▶ **The task**
In the entries that follow, find the word "East" and report each line it is on.

▶ **Record extracts**
= Beginning of Section =
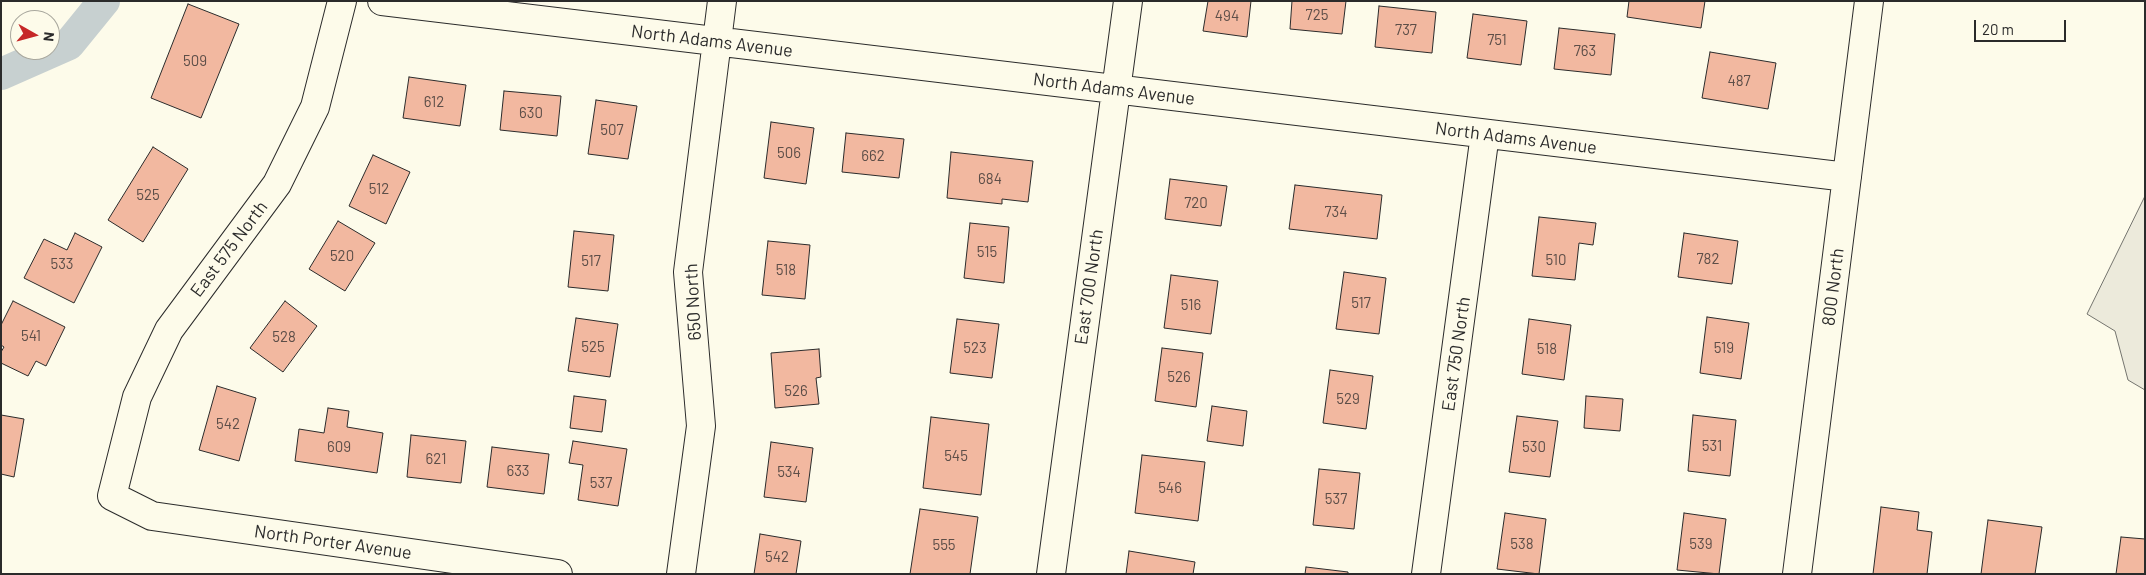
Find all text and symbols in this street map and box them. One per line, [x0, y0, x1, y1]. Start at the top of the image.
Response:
house number: 725 [1306, 6, 1328, 24]
house number: 494 [1215, 7, 1239, 25]
north arrow [10, 10, 60, 60]
scale bar [1976, 10, 2068, 42]
street label: North Adams Avenue [630, 20, 794, 62]
text: 20 m [1982, 20, 2014, 38]
house number: 737 [1395, 21, 1417, 39]
text: N [40, 31, 58, 42]
house number: 751 [1487, 31, 1507, 49]
house number: 763 [1574, 42, 1596, 60]
house number: 509 [183, 52, 207, 70]
street label: North Adams Avenue [1032, 68, 1196, 110]
house number: 487 [1727, 72, 1751, 90]
house number: 612 [424, 93, 444, 111]
house number: 630 [519, 104, 543, 122]
street label: North Adams Avenue [1434, 117, 1598, 159]
house number: 507 [600, 121, 624, 139]
house number: 506 [777, 144, 801, 162]
house number: 662 [861, 147, 885, 165]
house number: 684 [978, 170, 1002, 188]
house number: 512 [369, 180, 389, 198]
house number: 525 [136, 186, 160, 204]
house number: 720 [1184, 194, 1208, 212]
street label: East 575 North [186, 197, 272, 301]
house number: 734 [1324, 203, 1348, 221]
street label: East 700 North [1070, 228, 1108, 346]
house number: 515 [977, 243, 997, 261]
house number: 520 [330, 247, 354, 265]
street label: 800 North [1818, 247, 1848, 327]
house number: 782 [1697, 250, 1719, 268]
house number: 510 [1545, 251, 1567, 269]
house number: 517 [581, 252, 601, 270]
house number: 533 [50, 255, 74, 273]
house number: 518 [776, 261, 796, 279]
street label: 650 North [680, 263, 706, 341]
house number: 517 [1351, 294, 1371, 312]
street label: East 750 North [1437, 295, 1475, 413]
house number: 516 [1181, 296, 1201, 314]
house number: 541 [21, 327, 41, 345]
house number: 528 [272, 328, 296, 346]
house number: 525 [581, 338, 605, 356]
house number: 523 [963, 339, 987, 357]
house number: 519 [1714, 339, 1734, 357]
house number: 518 [1537, 340, 1557, 358]
house number: 526 [1167, 368, 1191, 386]
house number: 526 [784, 382, 808, 400]
house number: 529 [1336, 390, 1360, 408]
house number: 542 [216, 415, 240, 433]
house number: 531 [1702, 437, 1722, 455]
house number: 609 [327, 438, 351, 456]
house number: 530 [1522, 438, 1546, 456]
house number: 545 [944, 447, 968, 465]
house number: 621 [426, 450, 446, 468]
house number: 633 [506, 462, 530, 480]
house number: 534 [777, 463, 801, 481]
house number: 537 [590, 474, 612, 492]
house number: 546 [1158, 479, 1182, 497]
house number: 537 [1325, 490, 1347, 508]
street label: North Porter Avenue [253, 520, 413, 564]
house number: 538 [1510, 535, 1534, 553]
house number: 539 [1689, 535, 1713, 553]
house number: 555 [932, 536, 956, 554]
house number: 542 [765, 548, 789, 566]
= End of Section =
▶ **Answer area**
street label: East 575 North [186, 197, 272, 301]
street label: East 700 North [1070, 228, 1108, 346]
street label: East 750 North [1437, 295, 1475, 413]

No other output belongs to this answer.